= ASSIGNMENT =
Look through the data below and extract, unchanged, the lines from the one that contains "position:absolute; right:24px; bottom:24px;" to the one that contains "font-size:26px; font-weight:400; color:#9ea1a6", both included.

Start of DATA

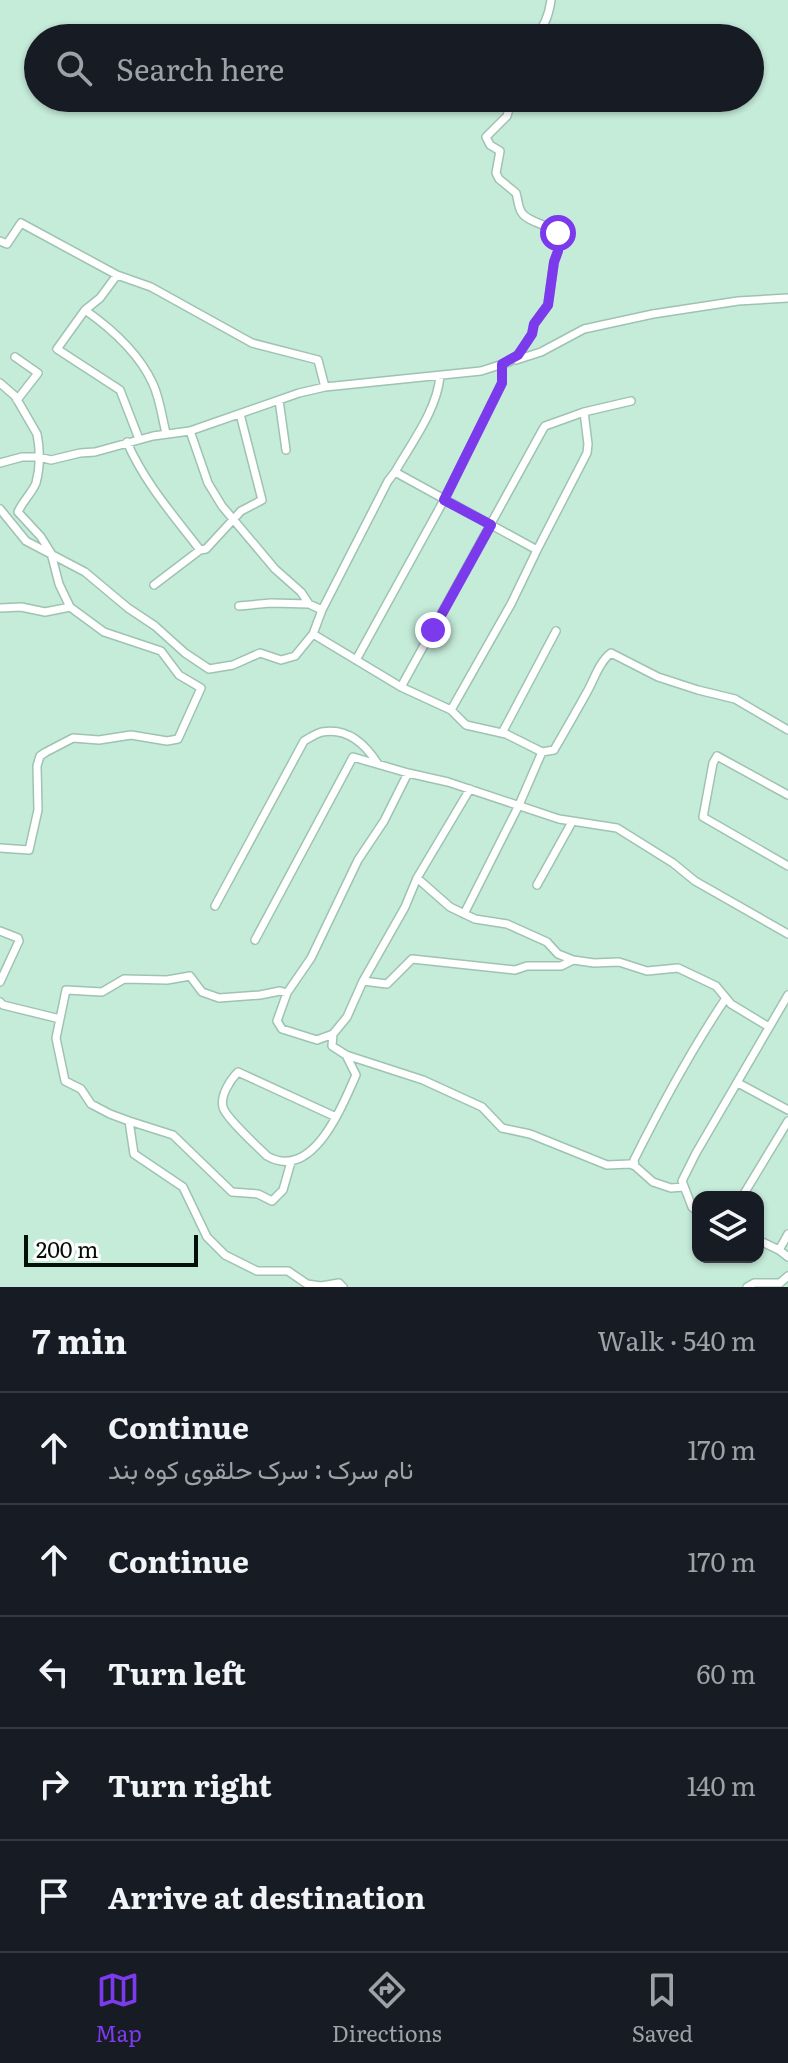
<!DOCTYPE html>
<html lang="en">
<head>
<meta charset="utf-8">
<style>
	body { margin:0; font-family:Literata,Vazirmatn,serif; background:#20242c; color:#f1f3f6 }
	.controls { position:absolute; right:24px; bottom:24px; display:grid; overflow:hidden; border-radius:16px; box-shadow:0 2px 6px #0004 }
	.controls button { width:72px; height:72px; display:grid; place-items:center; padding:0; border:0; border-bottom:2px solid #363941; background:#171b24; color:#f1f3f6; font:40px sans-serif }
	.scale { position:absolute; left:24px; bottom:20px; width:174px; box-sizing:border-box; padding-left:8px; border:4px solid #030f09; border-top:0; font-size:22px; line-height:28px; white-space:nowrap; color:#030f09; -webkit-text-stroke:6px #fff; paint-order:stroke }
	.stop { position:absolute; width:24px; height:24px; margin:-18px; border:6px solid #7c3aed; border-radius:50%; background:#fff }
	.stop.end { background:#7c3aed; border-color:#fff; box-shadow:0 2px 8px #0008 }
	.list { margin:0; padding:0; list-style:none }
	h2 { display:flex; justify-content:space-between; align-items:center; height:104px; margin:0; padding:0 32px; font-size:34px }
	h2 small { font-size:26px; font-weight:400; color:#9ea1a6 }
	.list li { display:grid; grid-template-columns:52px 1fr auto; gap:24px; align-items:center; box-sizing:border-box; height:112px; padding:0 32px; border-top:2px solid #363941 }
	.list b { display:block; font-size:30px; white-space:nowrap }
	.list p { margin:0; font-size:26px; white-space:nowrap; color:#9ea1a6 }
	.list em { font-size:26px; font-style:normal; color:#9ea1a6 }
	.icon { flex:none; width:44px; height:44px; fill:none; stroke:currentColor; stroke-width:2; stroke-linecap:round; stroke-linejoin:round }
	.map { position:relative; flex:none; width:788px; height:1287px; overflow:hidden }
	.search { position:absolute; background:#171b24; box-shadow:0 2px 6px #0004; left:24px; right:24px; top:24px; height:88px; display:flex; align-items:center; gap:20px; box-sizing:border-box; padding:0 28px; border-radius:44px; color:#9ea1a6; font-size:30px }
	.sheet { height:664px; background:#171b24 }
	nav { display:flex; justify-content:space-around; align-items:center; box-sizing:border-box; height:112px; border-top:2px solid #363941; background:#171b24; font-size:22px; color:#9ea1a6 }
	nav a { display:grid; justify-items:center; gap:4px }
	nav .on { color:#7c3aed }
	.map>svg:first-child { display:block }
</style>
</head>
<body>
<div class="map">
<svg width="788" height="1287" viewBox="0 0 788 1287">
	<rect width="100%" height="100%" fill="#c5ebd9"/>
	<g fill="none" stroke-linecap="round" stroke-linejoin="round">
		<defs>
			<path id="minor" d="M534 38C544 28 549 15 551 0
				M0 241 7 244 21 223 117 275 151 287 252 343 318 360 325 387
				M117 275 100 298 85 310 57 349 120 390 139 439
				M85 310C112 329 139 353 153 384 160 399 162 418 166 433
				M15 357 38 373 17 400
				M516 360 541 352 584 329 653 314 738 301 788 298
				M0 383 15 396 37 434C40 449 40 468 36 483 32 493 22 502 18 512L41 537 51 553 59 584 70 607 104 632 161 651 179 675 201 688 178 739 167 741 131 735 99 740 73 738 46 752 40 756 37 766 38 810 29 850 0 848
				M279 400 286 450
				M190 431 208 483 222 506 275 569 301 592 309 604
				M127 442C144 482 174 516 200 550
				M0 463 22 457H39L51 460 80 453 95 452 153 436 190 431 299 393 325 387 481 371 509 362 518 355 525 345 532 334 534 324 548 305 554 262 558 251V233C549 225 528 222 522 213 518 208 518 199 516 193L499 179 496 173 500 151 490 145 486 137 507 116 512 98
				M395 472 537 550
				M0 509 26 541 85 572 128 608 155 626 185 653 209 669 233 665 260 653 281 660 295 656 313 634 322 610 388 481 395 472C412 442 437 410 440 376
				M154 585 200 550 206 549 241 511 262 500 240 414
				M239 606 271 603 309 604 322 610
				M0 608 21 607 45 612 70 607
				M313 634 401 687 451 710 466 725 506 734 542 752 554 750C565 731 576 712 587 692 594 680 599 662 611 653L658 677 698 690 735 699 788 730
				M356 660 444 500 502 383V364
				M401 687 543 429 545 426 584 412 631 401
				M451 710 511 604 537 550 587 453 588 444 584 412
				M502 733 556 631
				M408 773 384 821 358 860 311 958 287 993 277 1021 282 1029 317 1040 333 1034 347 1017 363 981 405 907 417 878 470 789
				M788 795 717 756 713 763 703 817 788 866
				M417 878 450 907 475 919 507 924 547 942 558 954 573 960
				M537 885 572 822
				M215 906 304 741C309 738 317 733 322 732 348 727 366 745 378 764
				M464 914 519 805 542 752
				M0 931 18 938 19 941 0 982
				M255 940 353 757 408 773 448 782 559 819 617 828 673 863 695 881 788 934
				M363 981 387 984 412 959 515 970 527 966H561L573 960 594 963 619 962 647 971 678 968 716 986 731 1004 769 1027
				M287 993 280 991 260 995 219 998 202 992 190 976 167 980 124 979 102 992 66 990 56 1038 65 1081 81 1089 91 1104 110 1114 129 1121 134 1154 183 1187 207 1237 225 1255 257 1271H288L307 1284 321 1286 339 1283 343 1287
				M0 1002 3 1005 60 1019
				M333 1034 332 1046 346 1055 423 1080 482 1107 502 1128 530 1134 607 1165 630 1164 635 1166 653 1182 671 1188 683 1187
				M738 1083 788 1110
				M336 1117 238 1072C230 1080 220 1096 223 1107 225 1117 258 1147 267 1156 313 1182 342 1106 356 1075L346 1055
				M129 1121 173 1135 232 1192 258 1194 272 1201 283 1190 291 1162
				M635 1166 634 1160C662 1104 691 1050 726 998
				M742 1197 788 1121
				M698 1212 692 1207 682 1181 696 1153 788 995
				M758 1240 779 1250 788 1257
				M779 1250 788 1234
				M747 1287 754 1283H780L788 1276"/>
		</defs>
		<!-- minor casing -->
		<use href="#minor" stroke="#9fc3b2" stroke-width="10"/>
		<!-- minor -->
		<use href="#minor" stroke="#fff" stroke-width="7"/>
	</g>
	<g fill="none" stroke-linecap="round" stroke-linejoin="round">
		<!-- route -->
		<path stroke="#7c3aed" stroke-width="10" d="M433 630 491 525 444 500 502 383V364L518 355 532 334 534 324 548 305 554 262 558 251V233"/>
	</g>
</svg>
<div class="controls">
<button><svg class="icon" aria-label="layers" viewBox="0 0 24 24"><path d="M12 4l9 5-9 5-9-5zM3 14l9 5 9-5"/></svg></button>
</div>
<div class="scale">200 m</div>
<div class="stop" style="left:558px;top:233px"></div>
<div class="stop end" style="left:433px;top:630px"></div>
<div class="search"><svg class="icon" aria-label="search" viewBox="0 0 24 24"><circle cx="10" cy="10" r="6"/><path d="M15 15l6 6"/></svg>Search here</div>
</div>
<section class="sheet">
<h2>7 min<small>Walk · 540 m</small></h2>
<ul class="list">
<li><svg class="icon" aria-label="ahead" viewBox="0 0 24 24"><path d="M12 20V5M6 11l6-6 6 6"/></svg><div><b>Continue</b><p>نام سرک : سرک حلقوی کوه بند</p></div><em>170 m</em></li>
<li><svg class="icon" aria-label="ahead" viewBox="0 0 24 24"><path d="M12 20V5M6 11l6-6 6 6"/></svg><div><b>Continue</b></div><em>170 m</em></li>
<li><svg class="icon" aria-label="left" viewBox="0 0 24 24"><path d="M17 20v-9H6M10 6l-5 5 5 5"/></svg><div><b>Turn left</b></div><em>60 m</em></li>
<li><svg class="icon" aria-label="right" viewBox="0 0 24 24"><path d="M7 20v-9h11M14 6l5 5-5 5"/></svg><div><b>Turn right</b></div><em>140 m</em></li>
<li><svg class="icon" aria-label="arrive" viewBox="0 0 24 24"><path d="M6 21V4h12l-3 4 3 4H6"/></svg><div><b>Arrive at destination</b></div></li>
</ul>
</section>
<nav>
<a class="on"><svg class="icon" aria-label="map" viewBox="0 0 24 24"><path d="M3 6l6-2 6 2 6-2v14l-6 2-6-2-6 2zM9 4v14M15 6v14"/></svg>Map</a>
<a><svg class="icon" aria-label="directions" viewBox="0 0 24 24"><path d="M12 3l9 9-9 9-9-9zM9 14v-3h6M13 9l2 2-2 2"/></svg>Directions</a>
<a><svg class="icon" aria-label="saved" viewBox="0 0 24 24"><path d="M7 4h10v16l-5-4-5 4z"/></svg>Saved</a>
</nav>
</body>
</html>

End of DATA

= WRITTEN ANSWER =
	.controls { position:absolute; right:24px; bottom:24px; display:grid; overflow:hidden; border-radius:16px; box-shadow:0 2px 6px #0004 }
	.controls button { width:72px; height:72px; display:grid; place-items:center; padding:0; border:0; border-bottom:2px solid #363941; background:#171b24; color:#f1f3f6; font:40px sans-serif }
	.scale { position:absolute; left:24px; bottom:20px; width:174px; box-sizing:border-box; padding-left:8px; border:4px solid #030f09; border-top:0; font-size:22px; line-height:28px; white-space:nowrap; color:#030f09; -webkit-text-stroke:6px #fff; paint-order:stroke }
	.stop { position:absolute; width:24px; height:24px; margin:-18px; border:6px solid #7c3aed; border-radius:50%; background:#fff }
	.stop.end { background:#7c3aed; border-color:#fff; box-shadow:0 2px 8px #0008 }
	.list { margin:0; padding:0; list-style:none }
	h2 { display:flex; justify-content:space-between; align-items:center; height:104px; margin:0; padding:0 32px; font-size:34px }
	h2 small { font-size:26px; font-weight:400; color:#9ea1a6 }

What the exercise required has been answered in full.